=== Task inputs ===
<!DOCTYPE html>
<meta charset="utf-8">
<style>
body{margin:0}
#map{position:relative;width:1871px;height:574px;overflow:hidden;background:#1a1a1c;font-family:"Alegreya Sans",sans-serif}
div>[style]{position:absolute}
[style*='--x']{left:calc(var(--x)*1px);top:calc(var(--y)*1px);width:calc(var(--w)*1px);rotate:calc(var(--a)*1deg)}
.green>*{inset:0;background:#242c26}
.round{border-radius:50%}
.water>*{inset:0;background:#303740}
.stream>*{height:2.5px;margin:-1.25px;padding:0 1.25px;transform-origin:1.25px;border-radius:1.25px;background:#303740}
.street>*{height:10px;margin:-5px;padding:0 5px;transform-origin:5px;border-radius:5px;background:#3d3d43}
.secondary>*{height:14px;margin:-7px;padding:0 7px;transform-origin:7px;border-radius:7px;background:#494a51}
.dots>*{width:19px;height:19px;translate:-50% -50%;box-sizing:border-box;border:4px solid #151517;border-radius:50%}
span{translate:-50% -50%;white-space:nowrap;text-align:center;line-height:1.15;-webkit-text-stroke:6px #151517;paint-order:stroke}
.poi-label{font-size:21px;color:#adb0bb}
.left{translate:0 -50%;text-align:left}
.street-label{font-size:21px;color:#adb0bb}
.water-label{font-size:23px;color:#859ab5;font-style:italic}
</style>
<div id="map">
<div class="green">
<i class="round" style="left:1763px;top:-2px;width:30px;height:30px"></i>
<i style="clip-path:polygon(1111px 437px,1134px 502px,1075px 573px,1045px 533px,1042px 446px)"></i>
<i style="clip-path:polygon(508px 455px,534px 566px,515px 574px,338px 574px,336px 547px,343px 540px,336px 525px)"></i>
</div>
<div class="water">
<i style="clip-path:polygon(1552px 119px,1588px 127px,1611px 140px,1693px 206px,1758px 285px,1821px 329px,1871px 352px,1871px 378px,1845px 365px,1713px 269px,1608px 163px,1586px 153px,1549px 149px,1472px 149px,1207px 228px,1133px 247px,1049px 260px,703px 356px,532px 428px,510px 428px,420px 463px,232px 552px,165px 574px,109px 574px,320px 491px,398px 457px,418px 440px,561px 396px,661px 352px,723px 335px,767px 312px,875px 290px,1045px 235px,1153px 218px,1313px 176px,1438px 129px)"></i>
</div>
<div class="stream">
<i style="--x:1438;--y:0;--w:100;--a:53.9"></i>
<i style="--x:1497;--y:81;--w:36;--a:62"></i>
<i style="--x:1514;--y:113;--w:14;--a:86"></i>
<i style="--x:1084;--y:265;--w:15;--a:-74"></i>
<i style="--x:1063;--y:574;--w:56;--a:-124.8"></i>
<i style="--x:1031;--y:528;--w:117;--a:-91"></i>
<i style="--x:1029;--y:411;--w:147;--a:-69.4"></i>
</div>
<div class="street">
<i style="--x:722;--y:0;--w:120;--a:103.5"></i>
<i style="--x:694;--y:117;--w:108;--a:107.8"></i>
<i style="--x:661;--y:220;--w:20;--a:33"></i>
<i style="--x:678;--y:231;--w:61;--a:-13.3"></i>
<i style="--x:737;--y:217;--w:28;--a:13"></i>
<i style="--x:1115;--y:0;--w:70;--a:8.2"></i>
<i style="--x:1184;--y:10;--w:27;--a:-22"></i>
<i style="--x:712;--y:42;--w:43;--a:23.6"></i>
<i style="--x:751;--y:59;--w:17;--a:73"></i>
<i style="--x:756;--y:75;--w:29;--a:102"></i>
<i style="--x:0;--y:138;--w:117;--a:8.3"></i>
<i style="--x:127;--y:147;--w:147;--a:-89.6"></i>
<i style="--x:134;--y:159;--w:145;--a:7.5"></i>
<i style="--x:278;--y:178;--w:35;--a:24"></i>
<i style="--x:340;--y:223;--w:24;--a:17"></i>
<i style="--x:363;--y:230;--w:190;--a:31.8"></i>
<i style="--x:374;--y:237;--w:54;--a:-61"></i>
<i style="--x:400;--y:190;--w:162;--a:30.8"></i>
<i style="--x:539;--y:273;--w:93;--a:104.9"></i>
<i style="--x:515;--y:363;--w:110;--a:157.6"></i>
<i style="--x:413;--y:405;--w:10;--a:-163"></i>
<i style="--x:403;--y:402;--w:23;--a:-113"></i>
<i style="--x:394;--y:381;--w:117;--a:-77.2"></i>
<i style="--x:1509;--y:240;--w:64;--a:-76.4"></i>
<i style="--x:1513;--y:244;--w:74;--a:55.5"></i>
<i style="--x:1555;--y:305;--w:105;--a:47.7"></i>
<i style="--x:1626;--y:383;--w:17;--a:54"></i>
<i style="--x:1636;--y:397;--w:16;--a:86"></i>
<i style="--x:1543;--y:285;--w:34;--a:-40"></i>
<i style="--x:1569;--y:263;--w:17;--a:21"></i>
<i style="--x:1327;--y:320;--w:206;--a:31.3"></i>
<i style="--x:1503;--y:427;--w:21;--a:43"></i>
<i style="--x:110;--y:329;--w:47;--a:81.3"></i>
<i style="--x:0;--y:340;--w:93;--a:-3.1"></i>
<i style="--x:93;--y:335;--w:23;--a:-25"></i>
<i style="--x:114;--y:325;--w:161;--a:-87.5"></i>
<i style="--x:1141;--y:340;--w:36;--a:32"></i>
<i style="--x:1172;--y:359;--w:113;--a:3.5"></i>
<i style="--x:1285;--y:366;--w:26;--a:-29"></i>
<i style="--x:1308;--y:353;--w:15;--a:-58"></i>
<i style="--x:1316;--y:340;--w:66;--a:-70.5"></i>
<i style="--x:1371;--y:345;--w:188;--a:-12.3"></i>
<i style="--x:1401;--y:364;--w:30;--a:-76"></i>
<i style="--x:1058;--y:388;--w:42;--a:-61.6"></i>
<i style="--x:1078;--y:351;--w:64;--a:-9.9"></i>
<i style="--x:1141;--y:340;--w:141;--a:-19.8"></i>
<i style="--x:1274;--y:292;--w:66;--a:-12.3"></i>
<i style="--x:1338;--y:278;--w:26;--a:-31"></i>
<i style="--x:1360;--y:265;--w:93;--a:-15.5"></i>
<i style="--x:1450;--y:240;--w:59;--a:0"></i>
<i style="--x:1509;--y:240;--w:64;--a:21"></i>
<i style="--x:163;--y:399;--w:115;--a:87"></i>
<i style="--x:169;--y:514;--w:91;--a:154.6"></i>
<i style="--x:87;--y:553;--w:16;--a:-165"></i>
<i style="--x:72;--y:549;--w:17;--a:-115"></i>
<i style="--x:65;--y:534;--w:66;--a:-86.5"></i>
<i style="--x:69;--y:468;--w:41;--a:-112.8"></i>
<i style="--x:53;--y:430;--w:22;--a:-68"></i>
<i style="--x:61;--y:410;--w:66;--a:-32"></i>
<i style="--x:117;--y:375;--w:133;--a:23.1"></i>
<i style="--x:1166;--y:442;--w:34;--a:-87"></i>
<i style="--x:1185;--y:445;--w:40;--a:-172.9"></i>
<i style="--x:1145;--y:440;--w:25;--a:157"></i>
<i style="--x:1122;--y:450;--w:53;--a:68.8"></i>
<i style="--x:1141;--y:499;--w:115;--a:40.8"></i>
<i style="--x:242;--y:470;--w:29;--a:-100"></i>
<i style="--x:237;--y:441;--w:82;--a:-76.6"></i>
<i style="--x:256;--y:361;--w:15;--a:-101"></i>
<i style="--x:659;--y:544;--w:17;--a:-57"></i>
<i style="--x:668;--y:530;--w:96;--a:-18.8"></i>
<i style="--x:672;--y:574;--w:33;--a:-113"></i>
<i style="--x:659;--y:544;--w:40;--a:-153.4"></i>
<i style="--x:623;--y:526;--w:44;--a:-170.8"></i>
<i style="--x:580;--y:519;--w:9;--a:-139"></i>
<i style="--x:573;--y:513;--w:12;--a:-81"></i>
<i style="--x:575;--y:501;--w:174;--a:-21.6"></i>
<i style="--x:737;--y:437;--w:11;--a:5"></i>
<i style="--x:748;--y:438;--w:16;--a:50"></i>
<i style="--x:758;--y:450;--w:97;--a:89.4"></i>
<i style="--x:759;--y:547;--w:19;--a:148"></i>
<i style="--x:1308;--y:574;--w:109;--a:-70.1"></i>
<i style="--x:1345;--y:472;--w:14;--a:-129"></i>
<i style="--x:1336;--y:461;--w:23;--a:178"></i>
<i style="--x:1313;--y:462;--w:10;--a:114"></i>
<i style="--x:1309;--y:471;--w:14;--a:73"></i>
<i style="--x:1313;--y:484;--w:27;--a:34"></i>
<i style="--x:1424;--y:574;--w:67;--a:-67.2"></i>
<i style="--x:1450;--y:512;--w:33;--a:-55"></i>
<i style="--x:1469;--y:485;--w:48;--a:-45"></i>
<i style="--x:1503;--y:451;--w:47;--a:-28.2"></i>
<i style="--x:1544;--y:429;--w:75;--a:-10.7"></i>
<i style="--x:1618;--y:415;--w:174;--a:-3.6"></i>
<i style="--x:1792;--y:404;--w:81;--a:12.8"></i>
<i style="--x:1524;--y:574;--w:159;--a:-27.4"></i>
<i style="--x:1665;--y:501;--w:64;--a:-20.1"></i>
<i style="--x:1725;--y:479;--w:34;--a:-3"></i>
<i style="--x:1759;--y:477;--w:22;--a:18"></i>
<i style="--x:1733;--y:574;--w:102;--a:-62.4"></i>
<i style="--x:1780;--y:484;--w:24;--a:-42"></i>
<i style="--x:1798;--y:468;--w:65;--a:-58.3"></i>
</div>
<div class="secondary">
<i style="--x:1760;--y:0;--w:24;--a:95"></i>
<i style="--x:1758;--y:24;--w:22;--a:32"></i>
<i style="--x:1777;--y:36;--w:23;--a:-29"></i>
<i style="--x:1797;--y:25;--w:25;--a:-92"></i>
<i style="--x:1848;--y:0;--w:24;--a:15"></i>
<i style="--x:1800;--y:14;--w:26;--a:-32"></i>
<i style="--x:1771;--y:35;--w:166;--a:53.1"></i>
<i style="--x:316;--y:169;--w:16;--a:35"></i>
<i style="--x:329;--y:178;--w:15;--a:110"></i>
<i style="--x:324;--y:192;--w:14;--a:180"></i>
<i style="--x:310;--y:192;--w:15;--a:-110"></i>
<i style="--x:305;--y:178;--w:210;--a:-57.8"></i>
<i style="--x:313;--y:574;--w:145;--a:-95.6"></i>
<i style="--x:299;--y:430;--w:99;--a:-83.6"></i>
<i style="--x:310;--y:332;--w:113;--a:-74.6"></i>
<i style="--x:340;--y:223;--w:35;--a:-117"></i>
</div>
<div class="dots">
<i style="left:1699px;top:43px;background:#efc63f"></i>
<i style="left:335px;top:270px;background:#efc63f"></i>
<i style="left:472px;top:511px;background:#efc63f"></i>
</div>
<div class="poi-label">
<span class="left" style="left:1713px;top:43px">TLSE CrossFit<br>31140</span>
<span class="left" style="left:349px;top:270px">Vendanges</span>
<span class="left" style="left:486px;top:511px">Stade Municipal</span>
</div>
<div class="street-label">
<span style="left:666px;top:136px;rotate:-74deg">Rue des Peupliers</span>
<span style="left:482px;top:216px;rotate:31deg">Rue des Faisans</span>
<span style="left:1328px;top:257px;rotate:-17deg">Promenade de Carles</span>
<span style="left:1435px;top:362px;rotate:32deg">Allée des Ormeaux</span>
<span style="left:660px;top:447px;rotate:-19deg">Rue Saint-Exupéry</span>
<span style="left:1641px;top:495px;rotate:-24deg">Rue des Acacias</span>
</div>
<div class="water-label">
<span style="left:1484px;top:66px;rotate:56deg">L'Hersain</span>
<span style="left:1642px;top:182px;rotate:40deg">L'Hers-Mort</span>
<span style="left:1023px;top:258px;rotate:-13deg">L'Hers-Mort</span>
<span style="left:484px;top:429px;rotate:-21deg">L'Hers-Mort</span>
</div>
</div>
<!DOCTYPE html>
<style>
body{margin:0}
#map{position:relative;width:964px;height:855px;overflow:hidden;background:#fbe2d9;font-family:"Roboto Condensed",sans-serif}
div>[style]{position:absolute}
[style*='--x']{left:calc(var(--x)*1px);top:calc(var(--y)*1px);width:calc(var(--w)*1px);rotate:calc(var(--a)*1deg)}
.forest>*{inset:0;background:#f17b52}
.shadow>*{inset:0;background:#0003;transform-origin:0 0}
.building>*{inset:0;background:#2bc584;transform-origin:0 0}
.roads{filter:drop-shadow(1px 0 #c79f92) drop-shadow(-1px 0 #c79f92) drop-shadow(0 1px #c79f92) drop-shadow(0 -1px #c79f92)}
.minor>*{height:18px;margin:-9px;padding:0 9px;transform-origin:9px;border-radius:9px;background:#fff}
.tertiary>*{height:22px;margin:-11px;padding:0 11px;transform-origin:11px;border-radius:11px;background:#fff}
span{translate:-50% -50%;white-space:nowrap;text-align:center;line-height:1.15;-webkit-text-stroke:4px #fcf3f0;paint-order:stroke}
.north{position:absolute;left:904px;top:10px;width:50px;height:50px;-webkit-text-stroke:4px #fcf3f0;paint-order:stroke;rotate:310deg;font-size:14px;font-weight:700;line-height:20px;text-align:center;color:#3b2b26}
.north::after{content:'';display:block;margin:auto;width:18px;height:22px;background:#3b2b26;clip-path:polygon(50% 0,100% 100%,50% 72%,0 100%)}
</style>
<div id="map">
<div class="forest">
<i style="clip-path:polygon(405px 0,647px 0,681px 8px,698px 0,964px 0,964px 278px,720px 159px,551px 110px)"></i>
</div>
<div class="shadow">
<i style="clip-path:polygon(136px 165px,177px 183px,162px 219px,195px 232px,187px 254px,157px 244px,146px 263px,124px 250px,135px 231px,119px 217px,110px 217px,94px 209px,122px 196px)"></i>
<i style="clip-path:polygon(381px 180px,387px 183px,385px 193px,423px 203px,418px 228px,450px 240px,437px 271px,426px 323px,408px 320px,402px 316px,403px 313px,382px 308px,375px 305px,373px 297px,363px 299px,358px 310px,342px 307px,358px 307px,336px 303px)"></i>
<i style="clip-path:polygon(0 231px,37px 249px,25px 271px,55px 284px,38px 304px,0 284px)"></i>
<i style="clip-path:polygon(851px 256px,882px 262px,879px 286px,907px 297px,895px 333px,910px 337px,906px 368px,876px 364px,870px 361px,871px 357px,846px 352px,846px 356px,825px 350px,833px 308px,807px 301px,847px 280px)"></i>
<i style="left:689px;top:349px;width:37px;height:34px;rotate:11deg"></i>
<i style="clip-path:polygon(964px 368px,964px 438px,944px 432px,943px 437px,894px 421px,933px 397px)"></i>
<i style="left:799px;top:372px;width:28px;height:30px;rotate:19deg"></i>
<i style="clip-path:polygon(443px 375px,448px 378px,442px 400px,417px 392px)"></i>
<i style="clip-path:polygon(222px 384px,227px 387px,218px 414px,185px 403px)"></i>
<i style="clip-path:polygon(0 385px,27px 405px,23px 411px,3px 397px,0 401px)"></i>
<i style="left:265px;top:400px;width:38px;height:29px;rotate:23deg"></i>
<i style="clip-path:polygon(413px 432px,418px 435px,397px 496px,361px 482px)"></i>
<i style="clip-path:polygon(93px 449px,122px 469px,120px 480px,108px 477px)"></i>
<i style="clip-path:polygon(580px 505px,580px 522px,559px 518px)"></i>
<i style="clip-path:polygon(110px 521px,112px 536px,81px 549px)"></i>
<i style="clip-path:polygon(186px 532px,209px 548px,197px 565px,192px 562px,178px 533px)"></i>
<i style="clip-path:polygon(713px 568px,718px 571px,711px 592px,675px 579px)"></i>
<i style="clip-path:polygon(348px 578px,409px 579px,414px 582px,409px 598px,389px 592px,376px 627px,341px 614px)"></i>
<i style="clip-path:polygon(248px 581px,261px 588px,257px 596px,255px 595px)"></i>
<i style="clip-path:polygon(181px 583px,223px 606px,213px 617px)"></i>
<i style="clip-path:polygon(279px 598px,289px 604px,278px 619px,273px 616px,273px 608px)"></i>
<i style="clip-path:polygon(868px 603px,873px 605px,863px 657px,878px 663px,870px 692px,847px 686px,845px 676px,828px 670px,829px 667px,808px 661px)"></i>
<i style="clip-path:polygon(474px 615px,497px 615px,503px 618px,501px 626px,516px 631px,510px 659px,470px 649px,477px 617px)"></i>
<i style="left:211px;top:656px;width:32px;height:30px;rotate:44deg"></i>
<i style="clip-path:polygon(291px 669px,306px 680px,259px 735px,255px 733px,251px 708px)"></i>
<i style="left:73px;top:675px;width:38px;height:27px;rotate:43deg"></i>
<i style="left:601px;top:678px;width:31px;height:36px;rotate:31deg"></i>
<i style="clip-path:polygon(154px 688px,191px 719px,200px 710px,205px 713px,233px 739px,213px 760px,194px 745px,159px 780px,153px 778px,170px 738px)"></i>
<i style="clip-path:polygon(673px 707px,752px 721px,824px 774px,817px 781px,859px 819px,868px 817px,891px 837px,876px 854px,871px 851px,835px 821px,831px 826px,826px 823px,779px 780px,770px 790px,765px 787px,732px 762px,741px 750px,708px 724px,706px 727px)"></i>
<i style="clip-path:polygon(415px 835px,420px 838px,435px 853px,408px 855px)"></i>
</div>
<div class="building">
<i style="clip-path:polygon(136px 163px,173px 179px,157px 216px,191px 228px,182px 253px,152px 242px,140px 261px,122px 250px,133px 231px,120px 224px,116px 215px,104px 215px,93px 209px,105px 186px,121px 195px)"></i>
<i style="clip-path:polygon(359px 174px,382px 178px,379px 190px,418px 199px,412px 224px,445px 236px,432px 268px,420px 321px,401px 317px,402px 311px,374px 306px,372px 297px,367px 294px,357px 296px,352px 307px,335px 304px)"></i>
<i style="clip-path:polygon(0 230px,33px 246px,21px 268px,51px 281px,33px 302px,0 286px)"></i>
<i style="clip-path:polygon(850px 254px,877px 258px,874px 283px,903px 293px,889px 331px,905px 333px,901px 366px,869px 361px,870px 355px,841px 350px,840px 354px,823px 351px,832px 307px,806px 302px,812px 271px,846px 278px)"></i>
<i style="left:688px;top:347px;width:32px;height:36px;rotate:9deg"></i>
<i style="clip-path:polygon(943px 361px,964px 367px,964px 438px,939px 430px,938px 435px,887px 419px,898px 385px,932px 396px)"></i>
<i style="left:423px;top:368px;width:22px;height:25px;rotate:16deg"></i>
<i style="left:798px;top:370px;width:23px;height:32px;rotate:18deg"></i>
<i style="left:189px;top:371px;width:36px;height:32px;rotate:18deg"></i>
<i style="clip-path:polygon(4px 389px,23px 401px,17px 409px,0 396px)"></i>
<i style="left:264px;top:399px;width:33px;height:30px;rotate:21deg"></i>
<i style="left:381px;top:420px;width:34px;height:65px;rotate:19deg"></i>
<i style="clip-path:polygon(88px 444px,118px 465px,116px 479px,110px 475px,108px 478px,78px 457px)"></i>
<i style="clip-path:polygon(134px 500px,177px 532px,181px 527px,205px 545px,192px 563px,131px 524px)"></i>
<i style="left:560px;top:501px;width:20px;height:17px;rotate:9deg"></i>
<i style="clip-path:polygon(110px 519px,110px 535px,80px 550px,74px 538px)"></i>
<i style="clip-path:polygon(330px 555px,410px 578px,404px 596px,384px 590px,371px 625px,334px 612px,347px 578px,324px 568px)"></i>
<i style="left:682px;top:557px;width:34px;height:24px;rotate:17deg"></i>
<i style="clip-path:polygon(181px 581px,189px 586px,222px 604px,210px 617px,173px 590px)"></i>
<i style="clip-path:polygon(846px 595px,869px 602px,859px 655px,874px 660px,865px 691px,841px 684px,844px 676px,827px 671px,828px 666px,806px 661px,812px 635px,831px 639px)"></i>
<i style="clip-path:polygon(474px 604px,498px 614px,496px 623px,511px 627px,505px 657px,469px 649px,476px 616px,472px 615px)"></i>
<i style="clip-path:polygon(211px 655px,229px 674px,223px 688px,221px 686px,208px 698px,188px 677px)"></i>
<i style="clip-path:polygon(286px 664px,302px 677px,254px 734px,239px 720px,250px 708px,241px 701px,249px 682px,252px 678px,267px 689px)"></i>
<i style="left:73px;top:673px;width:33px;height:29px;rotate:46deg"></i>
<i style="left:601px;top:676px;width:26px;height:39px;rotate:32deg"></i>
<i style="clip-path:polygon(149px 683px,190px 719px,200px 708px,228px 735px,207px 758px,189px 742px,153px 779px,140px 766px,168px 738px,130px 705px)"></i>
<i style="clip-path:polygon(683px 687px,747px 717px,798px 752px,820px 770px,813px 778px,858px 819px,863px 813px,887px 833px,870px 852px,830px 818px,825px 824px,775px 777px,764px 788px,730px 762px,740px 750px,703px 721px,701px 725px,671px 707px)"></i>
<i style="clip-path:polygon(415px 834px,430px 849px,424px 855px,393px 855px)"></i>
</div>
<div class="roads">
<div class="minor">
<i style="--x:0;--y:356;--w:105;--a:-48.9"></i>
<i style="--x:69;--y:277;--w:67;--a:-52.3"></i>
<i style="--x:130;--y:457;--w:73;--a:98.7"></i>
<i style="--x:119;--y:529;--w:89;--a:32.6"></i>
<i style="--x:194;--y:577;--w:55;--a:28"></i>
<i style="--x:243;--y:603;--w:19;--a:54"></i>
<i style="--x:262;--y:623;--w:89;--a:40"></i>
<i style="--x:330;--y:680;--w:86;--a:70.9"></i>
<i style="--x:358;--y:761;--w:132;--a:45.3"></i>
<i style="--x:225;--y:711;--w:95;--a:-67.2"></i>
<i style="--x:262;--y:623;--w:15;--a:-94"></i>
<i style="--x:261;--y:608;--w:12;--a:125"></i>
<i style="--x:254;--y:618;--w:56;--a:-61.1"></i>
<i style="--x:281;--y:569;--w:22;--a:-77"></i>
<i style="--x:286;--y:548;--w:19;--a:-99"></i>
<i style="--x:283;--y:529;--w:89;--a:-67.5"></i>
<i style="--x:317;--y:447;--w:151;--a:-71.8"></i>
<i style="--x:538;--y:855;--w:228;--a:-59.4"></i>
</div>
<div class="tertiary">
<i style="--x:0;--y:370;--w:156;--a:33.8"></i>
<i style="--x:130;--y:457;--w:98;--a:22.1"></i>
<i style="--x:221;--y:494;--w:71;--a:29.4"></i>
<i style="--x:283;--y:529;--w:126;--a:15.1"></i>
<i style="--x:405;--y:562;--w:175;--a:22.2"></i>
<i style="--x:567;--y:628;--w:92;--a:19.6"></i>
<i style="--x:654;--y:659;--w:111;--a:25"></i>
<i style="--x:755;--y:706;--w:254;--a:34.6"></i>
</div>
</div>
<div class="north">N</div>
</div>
===
→ **Problem details**: Go through the listing, find each line with the word "building", and copy it.

→ **The completed task**:
.building>*{inset:0;background:#2bc584;transform-origin:0 0}
<div class="building">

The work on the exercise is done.